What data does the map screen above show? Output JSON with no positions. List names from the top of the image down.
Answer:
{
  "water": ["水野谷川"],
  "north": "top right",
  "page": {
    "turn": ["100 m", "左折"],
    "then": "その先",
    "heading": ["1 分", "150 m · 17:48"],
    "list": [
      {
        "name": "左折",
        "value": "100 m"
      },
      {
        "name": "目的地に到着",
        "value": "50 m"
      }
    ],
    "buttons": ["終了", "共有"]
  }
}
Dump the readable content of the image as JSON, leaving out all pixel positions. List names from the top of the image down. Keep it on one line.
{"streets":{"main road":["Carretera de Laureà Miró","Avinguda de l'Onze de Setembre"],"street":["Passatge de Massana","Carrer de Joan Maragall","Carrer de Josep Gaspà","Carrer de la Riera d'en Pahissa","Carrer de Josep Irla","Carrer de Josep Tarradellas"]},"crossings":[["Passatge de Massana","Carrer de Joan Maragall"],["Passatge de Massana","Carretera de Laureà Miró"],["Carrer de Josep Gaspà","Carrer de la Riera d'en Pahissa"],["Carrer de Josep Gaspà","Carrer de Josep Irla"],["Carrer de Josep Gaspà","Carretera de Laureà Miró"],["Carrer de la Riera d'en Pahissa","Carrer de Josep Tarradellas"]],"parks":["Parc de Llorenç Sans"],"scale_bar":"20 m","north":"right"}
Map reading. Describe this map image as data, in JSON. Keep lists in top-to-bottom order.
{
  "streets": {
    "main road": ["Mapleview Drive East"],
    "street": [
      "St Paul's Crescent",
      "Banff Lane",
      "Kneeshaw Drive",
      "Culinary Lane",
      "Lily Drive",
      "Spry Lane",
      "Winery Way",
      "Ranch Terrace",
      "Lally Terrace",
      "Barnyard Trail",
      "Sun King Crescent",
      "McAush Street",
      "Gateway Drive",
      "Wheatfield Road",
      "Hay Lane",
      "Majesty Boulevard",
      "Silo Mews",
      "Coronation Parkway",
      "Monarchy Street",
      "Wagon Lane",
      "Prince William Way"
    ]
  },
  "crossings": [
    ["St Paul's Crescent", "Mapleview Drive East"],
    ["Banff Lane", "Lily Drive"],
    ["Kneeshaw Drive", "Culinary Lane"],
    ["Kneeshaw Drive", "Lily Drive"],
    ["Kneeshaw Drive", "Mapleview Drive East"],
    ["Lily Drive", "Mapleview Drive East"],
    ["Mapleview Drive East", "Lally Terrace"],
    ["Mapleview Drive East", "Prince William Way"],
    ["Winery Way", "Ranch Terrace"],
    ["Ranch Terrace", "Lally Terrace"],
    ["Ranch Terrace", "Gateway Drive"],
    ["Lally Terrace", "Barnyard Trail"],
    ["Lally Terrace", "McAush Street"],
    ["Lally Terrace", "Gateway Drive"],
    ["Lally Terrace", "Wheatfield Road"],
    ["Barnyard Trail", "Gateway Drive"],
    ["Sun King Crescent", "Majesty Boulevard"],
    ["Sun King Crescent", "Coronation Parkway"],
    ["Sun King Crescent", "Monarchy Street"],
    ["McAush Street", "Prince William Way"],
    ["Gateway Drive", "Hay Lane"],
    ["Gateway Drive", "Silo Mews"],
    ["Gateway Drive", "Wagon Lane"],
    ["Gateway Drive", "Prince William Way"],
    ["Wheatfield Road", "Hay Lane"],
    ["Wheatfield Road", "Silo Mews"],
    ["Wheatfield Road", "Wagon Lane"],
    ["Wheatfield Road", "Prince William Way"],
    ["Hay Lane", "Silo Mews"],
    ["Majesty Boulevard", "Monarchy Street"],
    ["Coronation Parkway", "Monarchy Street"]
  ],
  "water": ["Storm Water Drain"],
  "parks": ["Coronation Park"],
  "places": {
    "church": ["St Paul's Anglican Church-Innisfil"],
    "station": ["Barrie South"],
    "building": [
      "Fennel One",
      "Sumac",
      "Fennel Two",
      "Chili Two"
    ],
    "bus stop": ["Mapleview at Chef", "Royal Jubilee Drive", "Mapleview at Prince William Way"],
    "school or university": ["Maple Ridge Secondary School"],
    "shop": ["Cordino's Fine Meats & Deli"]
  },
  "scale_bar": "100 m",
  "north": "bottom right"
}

☆ ☆ ☆ ☆ ☆ ☆ ☆

## YOUR TASK
Every line above should be transcribed exactly.

## ANSWER BOX
What data does the map screen above show? Output JSON with no positions. List names from the top of the image down.
Answer:
{
  "water": ["水野谷川"],
  "north": "top right",
  "page": {
    "turn": ["100 m", "左折"],
    "then": "その先",
    "heading": ["1 分", "150 m · 17:48"],
    "list": [
      {
        "name": "左折",
        "value": "100 m"
      },
      {
        "name": "目的地に到着",
        "value": "50 m"
      }
    ],
    "buttons": ["終了", "共有"]
  }
}
Dump the readable content of the image as JSON, leaving out all pixel positions. List names from the top of the image down. Keep it on one line.
{"streets":{"main road":["Carretera de Laureà Miró","Avinguda de l'Onze de Setembre"],"street":["Passatge de Massana","Carrer de Joan Maragall","Carrer de Josep Gaspà","Carrer de la Riera d'en Pahissa","Carrer de Josep Irla","Carrer de Josep Tarradellas"]},"crossings":[["Passatge de Massana","Carrer de Joan Maragall"],["Passatge de Massana","Carretera de Laureà Miró"],["Carrer de Josep Gaspà","Carrer de la Riera d'en Pahissa"],["Carrer de Josep Gaspà","Carrer de Josep Irla"],["Carrer de Josep Gaspà","Carretera de Laureà Miró"],["Carrer de la Riera d'en Pahissa","Carrer de Josep Tarradellas"]],"parks":["Parc de Llorenç Sans"],"scale_bar":"20 m","north":"right"}
Map reading. Describe this map image as data, in JSON. Keep lists in top-to-bottom order.
{
  "streets": {
    "main road": ["Mapleview Drive East"],
    "street": [
      "St Paul's Crescent",
      "Banff Lane",
      "Kneeshaw Drive",
      "Culinary Lane",
      "Lily Drive",
      "Spry Lane",
      "Winery Way",
      "Ranch Terrace",
      "Lally Terrace",
      "Barnyard Trail",
      "Sun King Crescent",
      "McAush Street",
      "Gateway Drive",
      "Wheatfield Road",
      "Hay Lane",
      "Majesty Boulevard",
      "Silo Mews",
      "Coronation Parkway",
      "Monarchy Street",
      "Wagon Lane",
      "Prince William Way"
    ]
  },
  "crossings": [
    ["St Paul's Crescent", "Mapleview Drive East"],
    ["Banff Lane", "Lily Drive"],
    ["Kneeshaw Drive", "Culinary Lane"],
    ["Kneeshaw Drive", "Lily Drive"],
    ["Kneeshaw Drive", "Mapleview Drive East"],
    ["Lily Drive", "Mapleview Drive East"],
    ["Mapleview Drive East", "Lally Terrace"],
    ["Mapleview Drive East", "Prince William Way"],
    ["Winery Way", "Ranch Terrace"],
    ["Ranch Terrace", "Lally Terrace"],
    ["Ranch Terrace", "Gateway Drive"],
    ["Lally Terrace", "Barnyard Trail"],
    ["Lally Terrace", "McAush Street"],
    ["Lally Terrace", "Gateway Drive"],
    ["Lally Terrace", "Wheatfield Road"],
    ["Barnyard Trail", "Gateway Drive"],
    ["Sun King Crescent", "Majesty Boulevard"],
    ["Sun King Crescent", "Coronation Parkway"],
    ["Sun King Crescent", "Monarchy Street"],
    ["McAush Street", "Prince William Way"],
    ["Gateway Drive", "Hay Lane"],
    ["Gateway Drive", "Silo Mews"],
    ["Gateway Drive", "Wagon Lane"],
    ["Gateway Drive", "Prince William Way"],
    ["Wheatfield Road", "Hay Lane"],
    ["Wheatfield Road", "Silo Mews"],
    ["Wheatfield Road", "Wagon Lane"],
    ["Wheatfield Road", "Prince William Way"],
    ["Hay Lane", "Silo Mews"],
    ["Majesty Boulevard", "Monarchy Street"],
    ["Coronation Parkway", "Monarchy Street"]
  ],
  "water": ["Storm Water Drain"],
  "parks": ["Coronation Park"],
  "places": {
    "church": ["St Paul's Anglican Church-Innisfil"],
    "station": ["Barrie South"],
    "building": [
      "Fennel One",
      "Sumac",
      "Fennel Two",
      "Chili Two"
    ],
    "bus stop": ["Mapleview at Chef", "Royal Jubilee Drive", "Mapleview at Prince William Way"],
    "school or university": ["Maple Ridge Secondary School"],
    "shop": ["Cordino's Fine Meats & Deli"]
  },
  "scale_bar": "100 m",
  "north": "bottom right"
}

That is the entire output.